Apart from curbing accidents the move is also aimed at bringing down vehicular pollution arising out of overloaded goods carriages.
"So far, the NHAI toll contractors/concessionaires, citing lack of space at toll plazas and other practical difficulties, have not been off-loading trucks and were only charging 10 times penalty for overloading," it said.
"As per instructions issued by NHAI, from now onwards, the overloaded vehicles will not be allowed to cross the toll plaza but will be towed away and parked at designated place at the owner/driver's risk and cost," the statement said.

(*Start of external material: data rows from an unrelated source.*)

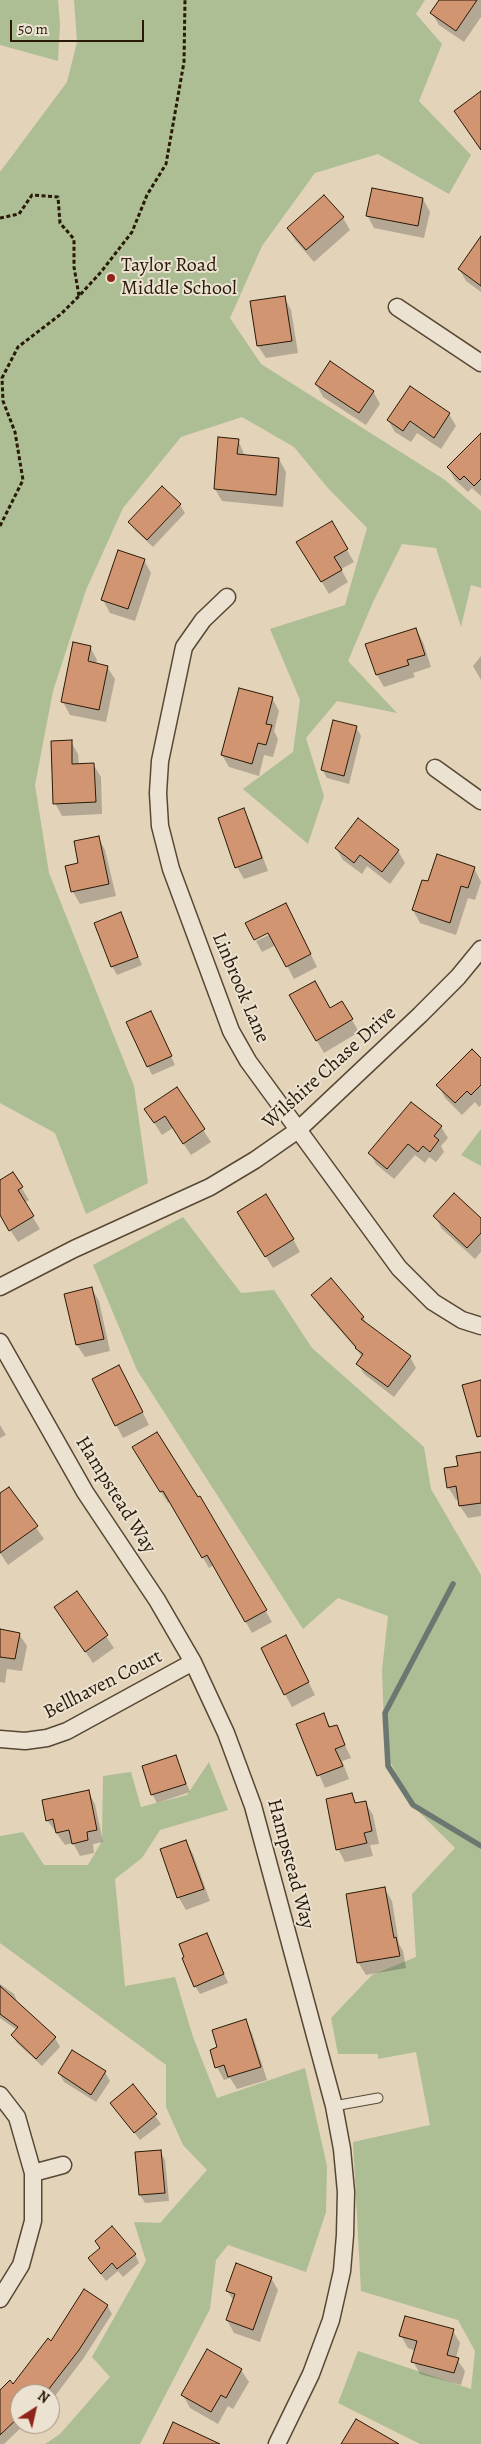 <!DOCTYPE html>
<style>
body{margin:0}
#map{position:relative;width:481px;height:2444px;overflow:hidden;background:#e2d3b9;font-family:Alegreya,serif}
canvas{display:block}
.north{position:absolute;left:10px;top:2384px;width:50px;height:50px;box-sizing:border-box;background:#ece2d2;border:1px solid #9e9281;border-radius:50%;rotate:35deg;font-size:14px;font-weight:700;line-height:20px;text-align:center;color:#291907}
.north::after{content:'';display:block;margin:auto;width:18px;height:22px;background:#8f2418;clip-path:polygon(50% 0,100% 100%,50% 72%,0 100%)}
.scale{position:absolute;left:10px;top:20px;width:134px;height:22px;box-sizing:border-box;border:2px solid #291907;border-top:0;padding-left:6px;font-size:15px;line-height:18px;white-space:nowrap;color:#291907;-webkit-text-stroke:4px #ece2d2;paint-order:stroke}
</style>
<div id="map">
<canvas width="481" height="2444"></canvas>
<div class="north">N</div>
<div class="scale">50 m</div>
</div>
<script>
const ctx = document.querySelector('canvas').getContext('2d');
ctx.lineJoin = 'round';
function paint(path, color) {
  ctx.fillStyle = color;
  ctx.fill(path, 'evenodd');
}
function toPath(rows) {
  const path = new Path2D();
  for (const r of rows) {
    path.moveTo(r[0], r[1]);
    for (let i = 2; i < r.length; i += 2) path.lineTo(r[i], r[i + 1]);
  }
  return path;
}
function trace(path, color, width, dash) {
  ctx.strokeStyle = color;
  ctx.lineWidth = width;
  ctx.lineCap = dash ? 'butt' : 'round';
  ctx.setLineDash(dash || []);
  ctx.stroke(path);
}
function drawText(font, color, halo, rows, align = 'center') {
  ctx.font = font + ' Alegreya,serif';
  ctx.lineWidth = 4;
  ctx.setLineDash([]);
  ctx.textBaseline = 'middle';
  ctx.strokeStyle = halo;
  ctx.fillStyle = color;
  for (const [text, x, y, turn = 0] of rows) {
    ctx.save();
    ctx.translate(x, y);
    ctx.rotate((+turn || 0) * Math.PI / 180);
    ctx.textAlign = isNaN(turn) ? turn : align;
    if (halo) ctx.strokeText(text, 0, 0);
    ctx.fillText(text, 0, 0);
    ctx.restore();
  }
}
paint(toPath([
 [0,0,58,0,60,24,58,61,0,45],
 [74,0,425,0,416,14,442,44,419,101,471,155,449,194,378,154,315,173,262,246,230,318,261,364,445,480,481,511,481,588,471,585,461,627,436,548,402,544,373,602,348,661,397,713,337,701,306,738,324,796,308,844,243,789,293,752,300,700,270,629,345,605,367,528,327,487,294,447,242,417,181,437,123,508,86,590,53,691,35,785,49,873,134,1086,148,1183,86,1214,55,1133,0,1103,0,172,67,82,77,42],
 [481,1129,481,1166,461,1155],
 [183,1217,241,1293,274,1290,312,1348,424,1447,431,1489,481,1575,481,2444,420,2444,338,2403,358,2351,471,2389,475,2351,458,2320,361,2291,353,2142,430,2125,416,2052,378,2059,378,2054,338,2054,331,2018,372,1975,416,1957,412,1894,455,1848,414,1807,385,1752,382,1670,388,1616,338,1598,303,1629,137,1370,93,1265],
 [209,1762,228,1810,160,1830,142,1858,115,1879,125,1986,175,1977,193,2037,217,2098,305,2068,327,2166,326,2212,306,2272,228,2245,216,2260,210,2309,140,2444,45,2444,60,2434,110,2377,92,2357,146,2261,134,2222,160,2223,207,2170,183,2145,166,2107,166,2065,0,1943,0,1836,23,1832,44,1865,88,1865,102,1841,103,1776,131,1772,141,1807,187,1795]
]), '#adbe94');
paint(toPath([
 [440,0,481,0,481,17,464,42,439,25,432,13],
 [423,199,430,212,424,238,374,228,367,215],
 [343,218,350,230,314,262,295,240,288,228],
 [481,248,481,292,466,281,459,269],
 [284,297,291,310,298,353,266,358,258,346],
 [316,384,373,391,380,404,366,425,323,397],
 [449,414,456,426,441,449,417,433,411,442,395,432,388,420],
 [481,437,481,496,472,488,468,492,455,480,448,467],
 [238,440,245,456,279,459,286,472,283,507,222,501,215,489],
 [163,488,180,505,185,513,153,547,135,530,130,522],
 [331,523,354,562,341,569,348,582,329,594,298,542],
 [144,560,151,573,135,621,110,613,103,600],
 [416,629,423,642,431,667,413,673,415,677,384,687,377,675],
 [90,647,97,660,96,664,107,667,115,679,106,722,70,715,63,702],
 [481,656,481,680,473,666],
 [272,698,279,711,274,731,278,739,273,757,264,755,259,776,229,767,222,755],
 [356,727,361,736,349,784,327,778,322,769],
 [71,742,78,754,79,765,93,764,101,777,102,814,62,816,55,803],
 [243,810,250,822,268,871,244,879,237,867],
 [358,820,398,851,405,863,390,884,367,866,362,874,343,860,336,848],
 [98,837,105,850,116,896,80,904,73,892,67,867,80,864],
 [474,868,481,882,475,900,468,898,456,935,420,923,413,910,429,883],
 [121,914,142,965,117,975,112,966],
 [293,917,317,967,294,979,276,945,262,952,256,941,275,932],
 [291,996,330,1010,342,1003,359,1032,324,1053],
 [155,1021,175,1065,152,1075,128,1023],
 [481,1060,481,1105,479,1107,475,1102,462,1115,445,1098,438,1085],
 [176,1089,211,1142,191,1155,173,1128,162,1135,146,1110],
 [441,1127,448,1138,441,1146,444,1152,436,1162,429,1157,425,1163,415,1155,394,1179,376,1164,370,1153],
 [13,1174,29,1200,24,1203,40,1229,18,1242,0,1214,0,1181],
 [435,1216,481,1220,481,1252,475,1259,442,1229],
 [246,1225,293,1239,300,1252,273,1268],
 [92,1289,99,1301,110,1351,85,1357,77,1345],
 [313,1296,363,1317,367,1325,410,1357,416,1368,394,1397,364,1374,358,1364,362,1358,358,1351,319,1306],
 [126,1379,149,1425,123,1438,93,1380],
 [0,1425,6,1435,0,1438],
 [481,1453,481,1516,468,1518,460,1506,459,1499,456,1500,448,1487,459,1467],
 [140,1459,197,1499,200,1498,272,1622,252,1633,214,1565,209,1568,170,1501,168,1503],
 [9,1488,44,1539,8,1565,0,1553,0,1494],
 [76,1592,114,1648,93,1663,55,1607],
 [0,1630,19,1634,27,1646,22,1671,7,1669,5,1683,0,1682],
 [292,1649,315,1695,292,1707,285,1694],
 [323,1715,331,1728,336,1726,351,1758,342,1761,349,1779,325,1788,298,1725],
 [176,1756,190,1792,157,1803,152,1794],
 [88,1791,95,1804,103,1842,93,1844,94,1853,80,1856,73,1843,65,1845,47,1820],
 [352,1795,357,1804,365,1802,373,1815,379,1844,370,1845,373,1856,345,1862,338,1849],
 [186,1842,193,1854,210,1901,186,1910,179,1898,162,1850],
 [385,1889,392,1901,399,1944,403,1951,406,1968,366,1975,358,1962],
 [211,1943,228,1983,200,1994,195,1986],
 [0,1984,14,1994,18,2004,55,2038,60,2047,42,2066,17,2043,12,2035,17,2030,0,2018],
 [245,2021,252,2033,267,2080,237,2089,230,2078,224,2080,217,2067,219,2048],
 [72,2052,105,2072,110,2081,96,2102,64,2082,59,2073],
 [133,2086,161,2124,140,2140,112,2103],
 [160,2151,165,2160,169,2201,145,2203,140,2195,136,2153],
 [101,2249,135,2254,139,2263,123,2277,118,2271,106,2281,89,2259],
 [271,2278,278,2290,260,2342,234,2333,227,2320,234,2301,227,2291],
 [107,2305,112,2314,83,2359,55,2396,50,2400,50,2394,20,2394,20,2424,25,2424,4,2444,0,2444,0,2391,13,2386,52,2343],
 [453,2331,460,2343,456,2358,465,2371,461,2385,420,2374,413,2361,416,2351,408,2348,401,2336],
 [241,2370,249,2382,233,2409,228,2406,218,2424,190,2408,183,2395]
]), '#0003');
trace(toPath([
 [453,1584,385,1713,388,1766,413,1805,481,1846]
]), '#6c7771', 5.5);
const building = toPath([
 [439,0,477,0,456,31,430,13,439,0],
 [481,91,481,150,454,111,481,91],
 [372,188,423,198,418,226,366,216,372,188],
 [324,195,344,217,306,250,287,228,324,195],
 [481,236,481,286,458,269,481,236],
 [285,296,292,341,257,346,250,301,285,296],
 [330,361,374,391,359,413,315,384,330,361],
 [410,386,450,413,434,438,410,421,403,431,387,420,410,386],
 [481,433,481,479,474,486,464,476,460,480,447,467,481,433],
 [218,437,239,439,237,454,279,458,276,495,214,489,218,437],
 [162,486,181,504,147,540,128,522,162,486],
 [332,521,348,549,334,557,342,570,321,582,296,542,332,521],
 [118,550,145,559,128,609,101,600,118,550],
 [416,628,425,655,407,660,409,665,376,675,365,644,416,628],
 [73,642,91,646,88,661,108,666,99,710,61,702,73,642],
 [239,688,273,697,266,724,272,725,266,745,258,743,252,764,221,755,239,688],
 [333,720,357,726,344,776,321,770,333,720],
 [72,740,72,764,94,763,96,802,53,804,51,741,72,740],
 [244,808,262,858,235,868,218,818,244,808],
 [358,818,399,850,382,872,360,855,354,863,335,848,358,818],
 [99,836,109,884,71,892,65,866,78,863,74,841,99,836],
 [437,854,475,867,468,888,461,886,450,923,412,910,422,880,428,881,437,854],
 [286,903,311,954,286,967,268,933,254,940,245,923,286,903],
 [121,912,138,957,111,967,94,923,121,912],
 [315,981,330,1008,342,1001,353,1019,316,1041,289,995,315,981],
 [151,1011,172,1056,147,1067,126,1022,151,1011],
 [472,1049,481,1058,481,1085,471,1095,467,1091,455,1103,436,1085,472,1049],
 [177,1087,205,1129,183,1144,165,1116,154,1123,144,1109,177,1087],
 [411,1102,442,1126,434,1136,439,1140,430,1152,423,1146,418,1152,408,1144,387,1169,368,1153,411,1102],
 [13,1172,23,1187,18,1190,34,1216,9,1231,0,1215,0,1180,13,1172],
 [454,1193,481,1218,481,1233,467,1248,433,1216,454,1193],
 [266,1194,294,1239,265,1257,237,1212,266,1194],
 [331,1278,364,1317,361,1319,411,1356,388,1387,356,1364,363,1354,355,1348,356,1347,311,1295,331,1278],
 [92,1287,104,1339,76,1345,64,1294,92,1287],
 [119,1365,143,1412,115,1426,92,1379,119,1365],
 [481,1380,481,1436,477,1437,462,1385,481,1380],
 [157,1432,198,1497,200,1496,267,1610,245,1622,207,1555,202,1558,163,1491,160,1492,132,1447,157,1432],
 [481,1452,481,1503,459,1506,456,1486,447,1488,444,1468,458,1466,456,1456,481,1452],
 [9,1487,38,1526,0,1553,0,1493,9,1487],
 [77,1591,108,1635,85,1652,54,1607,77,1591],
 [0,1629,20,1633,15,1659,0,1657,0,1629],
 [286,1635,309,1682,284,1695,261,1648,286,1635],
 [324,1713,329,1727,337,1725,345,1745,335,1749,343,1766,317,1776,296,1724,324,1713],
 [176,1755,186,1784,151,1795,142,1766,176,1755],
 [89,1790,97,1830,87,1832,88,1840,72,1844,69,1830,56,1833,53,1819,46,1821,42,1800,89,1790],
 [352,1793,355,1803,366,1801,372,1831,364,1833,367,1843,336,1850,326,1799,352,1793],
 [186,1840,204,1889,177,1898,160,1849,186,1840],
 [385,1887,394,1938,396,1937,400,1956,357,1963,346,1894,385,1887],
 [207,1933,224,1974,194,1987,182,1958,184,1957,179,1944,207,1933],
 [0,1986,56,2037,36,2059,11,2035,18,2027,0,2014,0,1986],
 [246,2019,261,2067,228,2077,224,2065,215,2068,210,2050,217,2047,212,2030,246,2019],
 [72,2050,106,2071,91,2095,58,2073,72,2050],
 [133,2084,157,2114,134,2133,110,2103,133,2084],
 [161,2150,165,2193,139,2195,135,2152,161,2150],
 [112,2226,136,2254,117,2269,112,2263,101,2274,88,2258,100,2248,95,2241,112,2226],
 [236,2263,272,2277,253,2330,226,2320,235,2294,226,2291,236,2263],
 [84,2289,108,2305,79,2350,45,2394,20,2394,20,2416,0,2435,0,2390,10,2380,13,2384,48,2338,51,2341,84,2289],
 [405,2316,454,2329,447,2355,459,2358,454,2373,411,2362,417,2341,399,2336,405,2316],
 [207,2349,242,2369,226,2398,221,2395,211,2412,181,2395,207,2349],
 [356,2419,399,2444,341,2444,356,2419],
 [173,2422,220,2444,163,2444,173,2422]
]);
paint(building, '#d19671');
trace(building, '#291907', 1);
const lane = toPath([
 [334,2106,378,2098]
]);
const street = toPath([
 [397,307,481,363],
 [227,597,203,620,184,647,160,761,158,793,160,826,171,869,231,1031,248,1061,399,1268,433,1302,462,1320,481,1326],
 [435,768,481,801],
 [0,1287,74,1249,210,1187,255,1160,298,1130,420,1015,458,977,481,949],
 [0,1342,85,1492,157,1600,193,1662,226,1733,253,1806,334,2106,342,2149,346,2192,345,2235,342,2271,331,2320,311,2374,277,2444],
 [0,1739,25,1741,47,1738,67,1731,193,1662],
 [0,2095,17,2117,33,2173,33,2221,21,2265,0,2299],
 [33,2173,63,2165]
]);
trace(lane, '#574834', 11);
trace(street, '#574834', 19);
trace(toPath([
 [0,218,19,214,32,195,58,197,60,223,74,239,74,267,79,296,101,272,132,232,147,195,166,164,184,62,185,0],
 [0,526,23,480,15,432,3,401,2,378,18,347,61,314,79,296]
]), '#291907', 3, [4, 2.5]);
trace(lane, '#ece2d2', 9);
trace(street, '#ece2d2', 16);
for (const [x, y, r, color] of [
 [111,278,5,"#8f2418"]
]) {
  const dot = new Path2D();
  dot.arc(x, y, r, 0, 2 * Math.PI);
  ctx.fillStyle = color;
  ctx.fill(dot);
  trace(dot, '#ece2d2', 2);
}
drawText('20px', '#291907', '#ece2d2', [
 ["Taylor Road",121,266],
 ["Middle School",121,289]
], 'left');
drawText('20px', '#291907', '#ece2d2', [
 ["Linbrook Lane",240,988,67],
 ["Wilshire Chase Drive",330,1068,-42],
 ["Hampstead Way",115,1495,58],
 ["Bellhaven Court",103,1685,-27],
 ["Hampstead Way",290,1864,75]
]);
</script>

The vehicle will be released only after the owner/driver pays the penalty equivalent to ten times the applicable fee, undertakes to off-load the extra weight and pays NHAI charges for towing and parking at prescribed rates, it said.
Also, if the vehicle remains unclaimed for seven days, it will be handed over to the concerned police station. "The NHAI has directed all its toll plaza contractors and concessionaires to ensure strict compliance of the instructions. NHAI has also directed to ensure wide publicity to the instructions through newspaper advertisements and sign boards in English/Hindi/Vernacular languages erected at the toll plazas," it said.
The latest measures shall be effective deterrent in curbing operation of overloaded vehicles on National Highways. "These shall also ensure further compliance of the ban on overloaded vehicles by the Supreme Court," it said. This move will also significantly bring down road accidents as overloaded vehicles are one of the major contributors to fatal accidents. It will also prevent premature damage to National Highways and bring down vehicular pollution arising out of overloaded goods carriages.
In India, about 5 lakh road accidents every year claim 1.5 lakh lives and another 3 lakh are crippled for life.